TIPPECANOE CO., Ind. (WLFI) — A Lafayette meth dealer is on the loose after Tippecanoe Superior Court Judge Randy Williams released him and ordered an Indianapolis hospital to contact the Sheriff's office when he was well enough to be discharged.
Last month, Travis Nichols suffered medical issues in the Tippecanoe County jail. Judge Williams released him to an Indianapolis hospital on his own recognizance, otherwise known as "OR".
"When he is OR'd, that means he's on his own," said Tippecanoe County Sheriff Barry Richard.
It's a judge's ruling not typically endorsed by the prosecutor, especially when the inmate is a convicted meth dealer facing up to 30 years behind bars.
"We believe they [felons] are an extreme flight risk and they will not return to custody, that's why we oppose them," said Tippecanoe County Prosecutor Patrick Harrington. "But that is a judge's decision based on the facts presented to him and what the defense attorneys present."

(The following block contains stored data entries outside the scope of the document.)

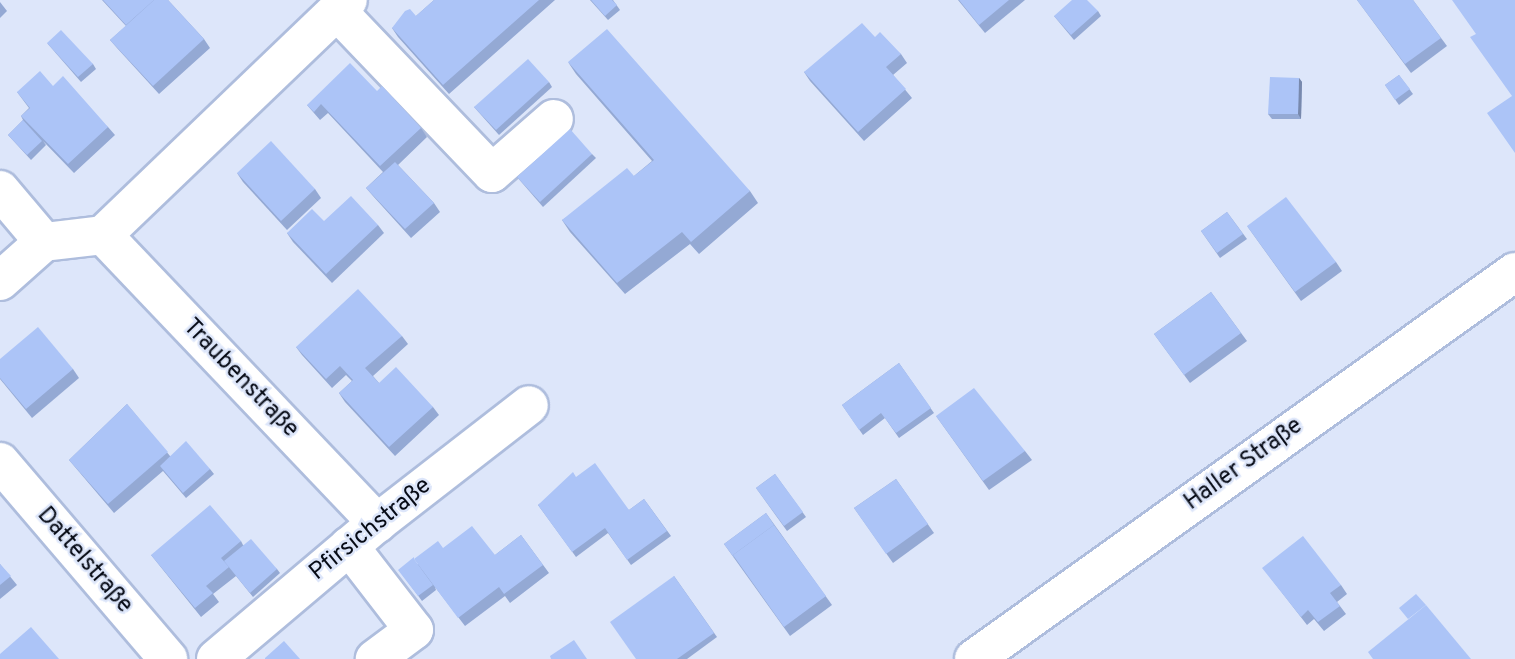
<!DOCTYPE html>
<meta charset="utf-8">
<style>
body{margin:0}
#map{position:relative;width:1515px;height:659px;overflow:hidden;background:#dde6fa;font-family:Overpass,sans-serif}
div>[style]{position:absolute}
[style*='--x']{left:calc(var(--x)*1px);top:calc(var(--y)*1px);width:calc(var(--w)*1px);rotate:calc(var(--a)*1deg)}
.roads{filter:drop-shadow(2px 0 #aebddd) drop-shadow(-2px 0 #aebddd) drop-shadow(0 2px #aebddd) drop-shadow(0 -2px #aebddd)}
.minor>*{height:38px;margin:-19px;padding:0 19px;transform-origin:19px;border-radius:19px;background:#fff}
.major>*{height:38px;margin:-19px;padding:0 19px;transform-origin:19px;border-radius:19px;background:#fff}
.wall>*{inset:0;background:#94a9d4}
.shaded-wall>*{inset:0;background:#7889ad}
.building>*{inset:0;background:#acc4f7}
span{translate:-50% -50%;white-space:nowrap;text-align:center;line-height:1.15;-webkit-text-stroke:5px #dde6fa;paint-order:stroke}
.street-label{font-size:24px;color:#070b16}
</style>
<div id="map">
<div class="roads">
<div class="minor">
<div style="--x:337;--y:11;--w:224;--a:46.3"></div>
<div style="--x:492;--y:173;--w:82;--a:-41.1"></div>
<div style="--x:0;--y:190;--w:68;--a:49.8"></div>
<div style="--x:103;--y:235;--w:398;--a:46.4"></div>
<div style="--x:44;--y:242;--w:59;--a:-6.8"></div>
<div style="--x:103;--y:235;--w:339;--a:-43.8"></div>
<div style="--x:0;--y:281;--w:59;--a:-41.6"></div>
<div style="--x:0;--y:462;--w:259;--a:49.5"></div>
<div style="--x:349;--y:546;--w:106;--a:52.3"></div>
<div style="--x:414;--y:630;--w:49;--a:143.4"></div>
<div style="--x:216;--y:659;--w:211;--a:-40.2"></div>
<div style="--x:377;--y:523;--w:192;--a:-37.8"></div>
</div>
<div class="major">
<div style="--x:974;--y:659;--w:665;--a:-35.58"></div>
</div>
</div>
<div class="wall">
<div style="clip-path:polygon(102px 0,168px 0,204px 39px,210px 48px,159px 94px,117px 48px,110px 40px,126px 26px)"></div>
<div style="clip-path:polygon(434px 0,555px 0,449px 94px,398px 37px,392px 28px,416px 16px)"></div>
<div style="clip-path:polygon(590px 0,613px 0,620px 10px,608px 20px)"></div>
<div style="clip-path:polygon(958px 0,1025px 0,985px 33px)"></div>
<div style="clip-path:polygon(1357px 0,1413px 0,1447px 46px,1411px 73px)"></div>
<div style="clip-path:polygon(0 2px,7px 11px,0 18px)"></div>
<div style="clip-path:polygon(1098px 11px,1101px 16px,1074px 40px,1054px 16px)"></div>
<div style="clip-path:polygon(875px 37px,901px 54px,907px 63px,893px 75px,912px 98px,864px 141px,810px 81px,804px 72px)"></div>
<div style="clip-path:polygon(47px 43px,93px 64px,96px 69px,81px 82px)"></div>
<div style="clip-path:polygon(568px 62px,750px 191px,758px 203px,699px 254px,690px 244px,625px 294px,570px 232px,562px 220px,634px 176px,652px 161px,576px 74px)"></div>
<div style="clip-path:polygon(1399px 75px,1413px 94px,1399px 105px,1385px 85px)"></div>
<div style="clip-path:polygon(1299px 78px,1302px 82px,1301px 119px,1272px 119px,1268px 114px)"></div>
<div style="clip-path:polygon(549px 82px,552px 87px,499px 135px,474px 107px)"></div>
<div style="clip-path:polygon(53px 86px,108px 127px,115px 135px,74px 173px,43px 141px,46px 145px,31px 160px,8px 135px,23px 120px,21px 116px,29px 108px,17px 92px)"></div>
<div style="clip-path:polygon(377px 91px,421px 128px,427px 137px,398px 165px,434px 203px,440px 212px,411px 238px,373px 196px,366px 188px,383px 172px,328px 113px,320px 120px,307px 105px)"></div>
<div style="clip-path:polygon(592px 154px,596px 158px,543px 207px,517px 177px)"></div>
<div style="clip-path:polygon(237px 173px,315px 189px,321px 198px,287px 230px,243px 182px)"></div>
<div style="clip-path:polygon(1227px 212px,1247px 239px,1220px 258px,1201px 231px)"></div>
<div style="clip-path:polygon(324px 221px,378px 225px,384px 233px,332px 283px,293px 242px,287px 233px)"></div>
<div style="clip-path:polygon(1247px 226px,1336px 262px,1342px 271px,1301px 301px)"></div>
<div style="clip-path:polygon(1211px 292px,1247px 341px,1190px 383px,1154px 334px)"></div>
<div style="clip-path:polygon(402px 336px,408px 344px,373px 376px,379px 383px,433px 407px,439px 415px,395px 456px,345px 402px,339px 393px,352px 381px,346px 375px,332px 388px,302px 355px,296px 347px)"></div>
<div style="clip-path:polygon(0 359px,73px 369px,79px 378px,32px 418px,0 379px)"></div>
<div style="clip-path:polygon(899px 363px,934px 413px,899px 438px,885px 418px,863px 435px,842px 405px)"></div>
<div style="clip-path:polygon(127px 404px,170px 456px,210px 469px,214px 474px,186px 498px,163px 471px,114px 513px,69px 460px)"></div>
<div style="clip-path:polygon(936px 416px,1025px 451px,1032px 460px,989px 490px)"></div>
<div style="clip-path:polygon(775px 474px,806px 517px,787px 531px,756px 488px)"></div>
<div style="clip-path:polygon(576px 477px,629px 510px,644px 499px,671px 536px,631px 565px,608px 533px,576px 557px,538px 505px)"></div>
<div style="clip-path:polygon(896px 479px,934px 533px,893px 563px,854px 508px)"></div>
<div style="clip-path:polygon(766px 513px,832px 605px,790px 636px,724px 544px)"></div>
<div style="clip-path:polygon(521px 535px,549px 573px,510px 603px,505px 596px,465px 626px,435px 587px,436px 590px,422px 601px,402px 574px,443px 548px,495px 555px)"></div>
<div style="clip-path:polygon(241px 541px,243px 545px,277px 569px,280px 573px,253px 597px,236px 576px,213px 594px,219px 602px,201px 617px,151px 555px)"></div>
<div style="clip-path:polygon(0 564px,17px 585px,0 599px)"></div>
<div style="clip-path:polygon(674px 576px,717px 637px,687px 659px,636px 659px)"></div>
<div style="clip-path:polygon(1269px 576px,1341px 585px,1347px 594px,1337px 602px,1346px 614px,1324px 631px,1314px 619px,1307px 625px)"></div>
</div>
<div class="shaded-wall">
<div style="clip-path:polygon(1299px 78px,1302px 82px,1301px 119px,1298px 114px)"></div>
</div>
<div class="building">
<div style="clip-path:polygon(103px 0,154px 0,126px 25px)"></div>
<div style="clip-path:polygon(154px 0,168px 0,204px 39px,153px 86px,110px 40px)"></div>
<div style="clip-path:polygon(434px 0,539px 0,443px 85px,392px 28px,405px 11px,410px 9px,416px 16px)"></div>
<div style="clip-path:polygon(591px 0,612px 0,617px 5px,605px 16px)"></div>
<div style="clip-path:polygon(959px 0,1009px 0,979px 25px)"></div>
<div style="clip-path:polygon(1072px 0,1087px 0,1098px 11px,1071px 35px,1054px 16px)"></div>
<div style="clip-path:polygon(1357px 0,1413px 0,1441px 38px,1405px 64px)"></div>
<div style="clip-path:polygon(1452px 0,1515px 0,1515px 153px,1487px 113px,1512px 96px,1470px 37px,1476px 34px)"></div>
<div style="clip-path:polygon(862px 23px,875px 37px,880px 32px,901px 54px,886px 67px,906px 89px,858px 132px,804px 72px)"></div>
<div style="clip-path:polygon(607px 29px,750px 191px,691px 242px,682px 232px,617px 283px,562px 220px,627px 168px,634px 176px,654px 160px,568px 62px)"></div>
<div style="clip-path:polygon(61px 30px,93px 64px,78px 77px,47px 43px)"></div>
<div style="clip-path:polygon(528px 59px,549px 82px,496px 130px,474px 107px)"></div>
<div style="clip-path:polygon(350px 63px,377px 91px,382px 86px,421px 128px,380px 166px,321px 104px,314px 112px,307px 105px)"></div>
<div style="clip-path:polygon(40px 71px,53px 86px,63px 76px,108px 127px,68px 164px,21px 116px,30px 108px,17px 92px)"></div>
<div style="clip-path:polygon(1399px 75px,1410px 89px,1395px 100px,1385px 85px)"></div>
<div style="clip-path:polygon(1270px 77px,1299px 78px,1298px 114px,1268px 114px)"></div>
<div style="clip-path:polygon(23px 120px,42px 141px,27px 155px,8px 135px)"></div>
<div style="clip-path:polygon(570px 129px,592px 154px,540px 202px,517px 177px)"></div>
<div style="clip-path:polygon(271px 141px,315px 189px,281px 221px,237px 173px)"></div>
<div style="clip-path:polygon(395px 162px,434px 203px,405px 229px,366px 188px)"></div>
<div style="clip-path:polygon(351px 196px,378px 225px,326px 274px,287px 233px,312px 209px,324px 221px)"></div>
<div style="clip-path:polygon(1286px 197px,1336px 262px,1295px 292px,1247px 226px)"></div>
<div style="clip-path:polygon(1227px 212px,1243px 234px,1217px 253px,1201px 231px)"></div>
<div style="clip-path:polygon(358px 289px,402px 336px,365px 368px,379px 383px,396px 367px,433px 407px,389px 447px,339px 393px,353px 380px,340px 366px,326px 379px,296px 347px)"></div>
<div style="clip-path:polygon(1211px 292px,1241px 333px,1184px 375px,1154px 334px)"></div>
<div style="clip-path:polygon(38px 327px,73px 369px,26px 409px,0 378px,0 359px)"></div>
<div style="clip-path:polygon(899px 363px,931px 408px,896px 433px,881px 413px,859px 430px,842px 405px)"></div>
<div style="clip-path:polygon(974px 388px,1025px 451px,983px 481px,936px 416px)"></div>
<div style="clip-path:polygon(127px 404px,168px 452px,108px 504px,69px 460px)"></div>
<div style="clip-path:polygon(186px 441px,210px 469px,183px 493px,160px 466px)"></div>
<div style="clip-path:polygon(595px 463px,629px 510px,644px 499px,667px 531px,627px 560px,605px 528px,572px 552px,538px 505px,573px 472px,576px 477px)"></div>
<div style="clip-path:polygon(775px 474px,803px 512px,784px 526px,756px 488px)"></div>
<div style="clip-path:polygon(896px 479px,928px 524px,886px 554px,854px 508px)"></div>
<div style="clip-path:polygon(210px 505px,241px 541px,221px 558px,229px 567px,206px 586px,213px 593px,195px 608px,151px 555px)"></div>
<div style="clip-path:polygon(766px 513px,774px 525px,733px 555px,735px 559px,724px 544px)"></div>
<div style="clip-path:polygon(774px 525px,826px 596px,784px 627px,733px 555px)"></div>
<div style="clip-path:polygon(472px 526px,495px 555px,521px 535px,543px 565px,504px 594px,499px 587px,458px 618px,414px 559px,438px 541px,443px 548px)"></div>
<div style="clip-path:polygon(1303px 536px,1341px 585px,1330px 593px,1340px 606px,1318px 622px,1308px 610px,1301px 617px,1262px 568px)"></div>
<div style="clip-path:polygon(251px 539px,277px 569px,250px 593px,224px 561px)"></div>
<div style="clip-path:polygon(414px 557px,414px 559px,433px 585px,418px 596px,398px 570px)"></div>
<div style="clip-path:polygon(0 564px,11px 576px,0 585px)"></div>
<div style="clip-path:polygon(674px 576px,714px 633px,677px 659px,636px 659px,610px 622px)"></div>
<div style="clip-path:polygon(1416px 594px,1426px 605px,1408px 619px,1399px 608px)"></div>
<div style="clip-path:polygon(1426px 605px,1471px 659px,1373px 659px,1368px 652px)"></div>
<div style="clip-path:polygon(31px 627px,59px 659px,0 659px,0 654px)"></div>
<div style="clip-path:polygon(574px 640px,587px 659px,551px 659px,550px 656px)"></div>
<div style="clip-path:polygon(284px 641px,300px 659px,265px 659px,265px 658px)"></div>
</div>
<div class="street-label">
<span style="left:240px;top:379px;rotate:46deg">Traubenstraße</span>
<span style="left:1244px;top:465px;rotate:-36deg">Haller Straße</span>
<span style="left:371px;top:530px;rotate:-39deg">Pfirsichstraße</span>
<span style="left:84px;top:561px;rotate:49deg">Dattelstraße</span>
</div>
</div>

Williams made that decision to release Nichols on Dec. 12. He ordered the hospital to notify the jail when the defendant was ready to be released but that never happened.
"He did not stay there until the release of the doctor and departed the hospital without informing them," said Sheriff Richard.
Local authorities had no idea Travis Nichols even left the hospital until New Year's Eve, when a neighbor called about a suspicious car on South 28th Street in Lafayette. Officers spotted Nichols but said they couldn't arrest him without a warrant.
"Could you have made daily calls to St. Vincent asking, hey, is he still there?" asked News 18's Kayla Sullivan to Richard.
"Now remember, we are dealing with up to 600 inmates that we are responsible for," responded the Sheriff. "And there are just so many responsibilities and so much work being done by corrections officers, transportation officers, bailiffs."
Sheriff Richard said this has happened before to him, prior sheriffs and probably future ones as well. He doesn't believe it's a flaw in the system, rather the responsibility of the defendant.
"There's absolutely no reason or anything to point fingers to anybody," said Richard. "It's an individual who made a poor choice and ultimately, he is going to be brought back into custody and obviously at his sentencing hearing the judge will be aware of the whole circumstance."
When a judge lets a defendant leave on his own recognizance, security isn't required but Richard says when it is, it's expensive.
"Not only is it the money part, it's also your resources," said Richard. "You take that person to have them sit with an inmate that's hospitalized, that means you're taking a deputy off of the road."
Police are still looking for Nichols. They can pick him up now. A warrant was issued for Nichols Thursday.
Harrington has filed a new charge of failure to return to lawful detention against him.
Judge Williams said he cannot comment since this is an open case.